● **Your assignment**
Work through the records below, line by line, and say how many lines include "linecap", with nothing else.

● **Records**

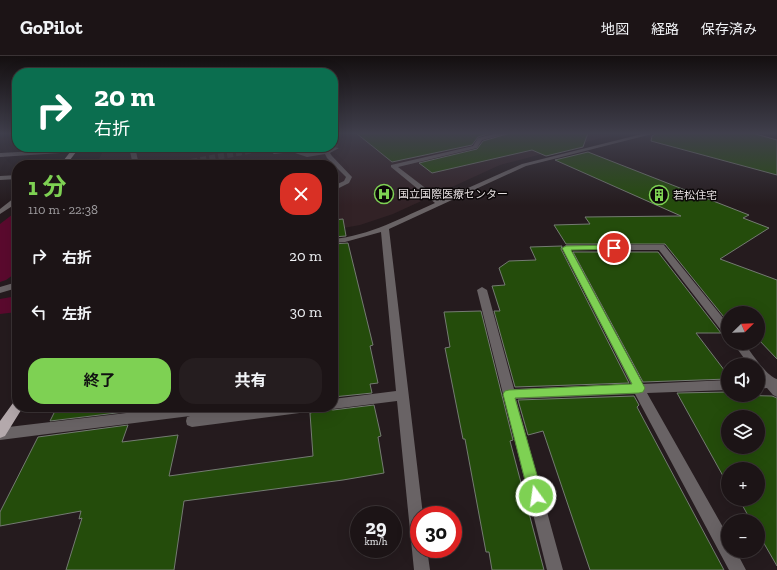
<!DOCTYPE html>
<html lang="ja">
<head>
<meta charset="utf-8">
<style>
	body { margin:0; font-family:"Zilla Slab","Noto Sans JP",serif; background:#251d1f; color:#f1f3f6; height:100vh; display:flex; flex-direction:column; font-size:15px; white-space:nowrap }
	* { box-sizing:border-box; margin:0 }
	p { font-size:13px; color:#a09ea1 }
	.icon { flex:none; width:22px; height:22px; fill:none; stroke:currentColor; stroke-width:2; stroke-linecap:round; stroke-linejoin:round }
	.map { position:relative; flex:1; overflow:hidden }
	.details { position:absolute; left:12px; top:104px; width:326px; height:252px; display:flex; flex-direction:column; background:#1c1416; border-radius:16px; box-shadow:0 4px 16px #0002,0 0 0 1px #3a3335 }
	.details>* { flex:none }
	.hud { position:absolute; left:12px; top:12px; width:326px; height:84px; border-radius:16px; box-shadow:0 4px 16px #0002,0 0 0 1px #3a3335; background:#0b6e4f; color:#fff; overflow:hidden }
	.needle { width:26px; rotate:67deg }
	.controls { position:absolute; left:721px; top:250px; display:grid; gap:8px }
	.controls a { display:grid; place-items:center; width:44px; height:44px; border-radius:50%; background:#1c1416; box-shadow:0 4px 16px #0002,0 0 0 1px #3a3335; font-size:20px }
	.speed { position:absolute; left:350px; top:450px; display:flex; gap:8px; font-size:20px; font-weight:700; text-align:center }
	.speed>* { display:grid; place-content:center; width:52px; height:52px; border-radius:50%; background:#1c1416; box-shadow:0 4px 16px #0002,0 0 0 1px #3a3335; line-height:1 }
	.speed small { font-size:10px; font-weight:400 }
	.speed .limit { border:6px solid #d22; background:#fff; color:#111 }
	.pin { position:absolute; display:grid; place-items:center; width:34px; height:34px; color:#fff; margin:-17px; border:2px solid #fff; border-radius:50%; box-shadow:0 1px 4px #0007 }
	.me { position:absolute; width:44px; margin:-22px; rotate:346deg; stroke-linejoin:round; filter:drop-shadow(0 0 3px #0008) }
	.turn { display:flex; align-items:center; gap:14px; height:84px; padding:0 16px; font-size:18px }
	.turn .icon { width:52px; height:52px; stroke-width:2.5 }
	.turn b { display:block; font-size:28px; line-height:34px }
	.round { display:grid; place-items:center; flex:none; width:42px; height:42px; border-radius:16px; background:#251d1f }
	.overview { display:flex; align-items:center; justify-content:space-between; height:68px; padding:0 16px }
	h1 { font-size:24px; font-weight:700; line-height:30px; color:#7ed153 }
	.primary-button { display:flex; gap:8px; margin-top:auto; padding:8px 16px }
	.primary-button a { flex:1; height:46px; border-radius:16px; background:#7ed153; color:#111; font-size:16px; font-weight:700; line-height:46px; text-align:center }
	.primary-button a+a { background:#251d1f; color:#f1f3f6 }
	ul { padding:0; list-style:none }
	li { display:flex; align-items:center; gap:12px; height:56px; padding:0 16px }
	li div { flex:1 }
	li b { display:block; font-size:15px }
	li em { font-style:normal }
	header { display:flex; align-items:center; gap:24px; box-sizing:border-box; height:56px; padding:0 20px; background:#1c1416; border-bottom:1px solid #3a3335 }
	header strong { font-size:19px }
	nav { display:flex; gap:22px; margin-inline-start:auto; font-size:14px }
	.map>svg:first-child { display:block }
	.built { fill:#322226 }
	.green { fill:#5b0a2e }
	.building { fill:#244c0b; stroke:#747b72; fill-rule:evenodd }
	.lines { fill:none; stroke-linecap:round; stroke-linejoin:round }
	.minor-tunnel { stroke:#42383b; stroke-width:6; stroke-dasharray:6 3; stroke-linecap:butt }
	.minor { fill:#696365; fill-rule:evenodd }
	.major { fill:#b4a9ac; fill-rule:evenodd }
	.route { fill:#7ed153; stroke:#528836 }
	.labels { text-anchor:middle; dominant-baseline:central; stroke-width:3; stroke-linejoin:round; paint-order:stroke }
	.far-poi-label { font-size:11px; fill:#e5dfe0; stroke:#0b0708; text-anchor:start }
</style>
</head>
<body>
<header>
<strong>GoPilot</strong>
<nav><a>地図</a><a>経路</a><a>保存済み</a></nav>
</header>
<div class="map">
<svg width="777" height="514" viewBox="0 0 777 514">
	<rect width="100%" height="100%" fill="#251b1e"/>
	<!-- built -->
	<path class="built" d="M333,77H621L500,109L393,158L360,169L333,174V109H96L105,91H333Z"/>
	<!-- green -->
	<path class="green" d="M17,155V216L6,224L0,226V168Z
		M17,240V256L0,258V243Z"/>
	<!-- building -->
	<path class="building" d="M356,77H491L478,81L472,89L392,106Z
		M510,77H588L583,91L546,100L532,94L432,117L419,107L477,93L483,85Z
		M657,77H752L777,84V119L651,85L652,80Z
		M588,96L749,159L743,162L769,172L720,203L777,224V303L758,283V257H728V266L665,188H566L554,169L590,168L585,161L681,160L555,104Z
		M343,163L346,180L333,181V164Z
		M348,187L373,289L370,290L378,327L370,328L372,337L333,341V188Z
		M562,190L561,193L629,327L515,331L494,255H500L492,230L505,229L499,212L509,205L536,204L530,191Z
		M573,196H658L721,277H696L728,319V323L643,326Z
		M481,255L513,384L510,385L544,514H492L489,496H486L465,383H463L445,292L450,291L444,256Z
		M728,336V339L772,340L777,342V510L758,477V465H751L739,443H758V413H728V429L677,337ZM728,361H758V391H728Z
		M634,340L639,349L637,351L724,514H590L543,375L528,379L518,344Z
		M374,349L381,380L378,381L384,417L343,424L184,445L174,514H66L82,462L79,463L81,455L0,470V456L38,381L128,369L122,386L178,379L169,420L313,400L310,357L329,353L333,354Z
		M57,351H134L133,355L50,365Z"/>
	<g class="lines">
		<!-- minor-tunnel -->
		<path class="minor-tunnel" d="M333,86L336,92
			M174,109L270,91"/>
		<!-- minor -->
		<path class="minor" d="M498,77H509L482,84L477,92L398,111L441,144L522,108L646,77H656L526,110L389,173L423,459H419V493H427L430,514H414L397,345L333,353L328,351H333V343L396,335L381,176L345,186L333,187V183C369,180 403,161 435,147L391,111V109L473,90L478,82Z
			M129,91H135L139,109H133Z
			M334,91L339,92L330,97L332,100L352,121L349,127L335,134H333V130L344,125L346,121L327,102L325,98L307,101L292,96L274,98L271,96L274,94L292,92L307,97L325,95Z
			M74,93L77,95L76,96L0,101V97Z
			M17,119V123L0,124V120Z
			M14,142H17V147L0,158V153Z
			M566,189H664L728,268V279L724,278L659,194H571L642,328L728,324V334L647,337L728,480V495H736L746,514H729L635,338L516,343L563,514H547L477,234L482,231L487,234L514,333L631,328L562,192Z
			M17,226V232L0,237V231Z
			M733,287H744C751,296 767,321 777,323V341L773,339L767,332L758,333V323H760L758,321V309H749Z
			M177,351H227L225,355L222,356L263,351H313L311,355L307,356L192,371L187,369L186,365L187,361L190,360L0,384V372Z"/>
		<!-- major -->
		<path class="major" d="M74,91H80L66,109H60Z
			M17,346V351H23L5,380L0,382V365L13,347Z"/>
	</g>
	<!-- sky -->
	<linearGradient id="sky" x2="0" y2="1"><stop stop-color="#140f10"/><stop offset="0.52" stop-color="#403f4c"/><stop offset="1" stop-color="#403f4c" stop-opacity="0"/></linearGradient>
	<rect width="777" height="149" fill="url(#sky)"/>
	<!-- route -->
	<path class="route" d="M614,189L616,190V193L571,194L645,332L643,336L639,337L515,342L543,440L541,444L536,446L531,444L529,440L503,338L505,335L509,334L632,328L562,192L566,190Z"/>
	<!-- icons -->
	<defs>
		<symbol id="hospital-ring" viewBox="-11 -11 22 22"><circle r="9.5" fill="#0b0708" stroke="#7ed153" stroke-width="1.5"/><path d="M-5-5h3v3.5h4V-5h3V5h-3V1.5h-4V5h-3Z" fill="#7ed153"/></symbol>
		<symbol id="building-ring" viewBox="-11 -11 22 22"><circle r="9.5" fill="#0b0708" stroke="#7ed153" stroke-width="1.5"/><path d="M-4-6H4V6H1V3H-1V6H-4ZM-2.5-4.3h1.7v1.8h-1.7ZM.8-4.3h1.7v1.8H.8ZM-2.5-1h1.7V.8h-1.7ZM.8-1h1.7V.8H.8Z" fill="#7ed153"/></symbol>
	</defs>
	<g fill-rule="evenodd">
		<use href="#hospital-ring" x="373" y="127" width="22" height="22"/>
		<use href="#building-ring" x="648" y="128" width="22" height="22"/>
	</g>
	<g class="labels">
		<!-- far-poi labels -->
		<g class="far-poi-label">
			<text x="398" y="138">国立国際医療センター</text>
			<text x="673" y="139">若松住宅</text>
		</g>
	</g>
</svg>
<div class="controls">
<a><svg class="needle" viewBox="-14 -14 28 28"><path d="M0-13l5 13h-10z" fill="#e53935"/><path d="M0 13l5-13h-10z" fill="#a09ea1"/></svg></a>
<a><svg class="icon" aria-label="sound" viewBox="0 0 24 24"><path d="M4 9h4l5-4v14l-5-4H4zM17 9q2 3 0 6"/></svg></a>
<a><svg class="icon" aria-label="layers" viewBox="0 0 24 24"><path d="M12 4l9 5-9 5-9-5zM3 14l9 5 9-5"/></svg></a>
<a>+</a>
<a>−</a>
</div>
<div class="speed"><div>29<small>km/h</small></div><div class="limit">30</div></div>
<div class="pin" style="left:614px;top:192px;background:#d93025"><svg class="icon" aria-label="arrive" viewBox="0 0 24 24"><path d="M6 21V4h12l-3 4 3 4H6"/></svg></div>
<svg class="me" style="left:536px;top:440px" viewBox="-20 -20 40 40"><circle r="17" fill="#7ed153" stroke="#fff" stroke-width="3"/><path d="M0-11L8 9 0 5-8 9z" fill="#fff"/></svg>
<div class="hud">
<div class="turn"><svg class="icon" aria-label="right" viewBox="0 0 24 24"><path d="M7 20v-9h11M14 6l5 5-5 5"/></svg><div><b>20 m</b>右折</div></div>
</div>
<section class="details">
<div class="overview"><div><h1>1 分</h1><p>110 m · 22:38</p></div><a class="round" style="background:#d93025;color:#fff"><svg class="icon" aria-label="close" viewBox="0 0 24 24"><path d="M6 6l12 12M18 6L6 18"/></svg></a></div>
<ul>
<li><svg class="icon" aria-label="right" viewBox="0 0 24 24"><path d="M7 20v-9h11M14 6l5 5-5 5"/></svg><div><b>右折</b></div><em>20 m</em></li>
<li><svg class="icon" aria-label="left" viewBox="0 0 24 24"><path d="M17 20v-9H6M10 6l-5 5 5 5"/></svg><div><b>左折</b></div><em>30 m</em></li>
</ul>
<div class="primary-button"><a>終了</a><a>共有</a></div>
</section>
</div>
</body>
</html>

● **Expected output**
3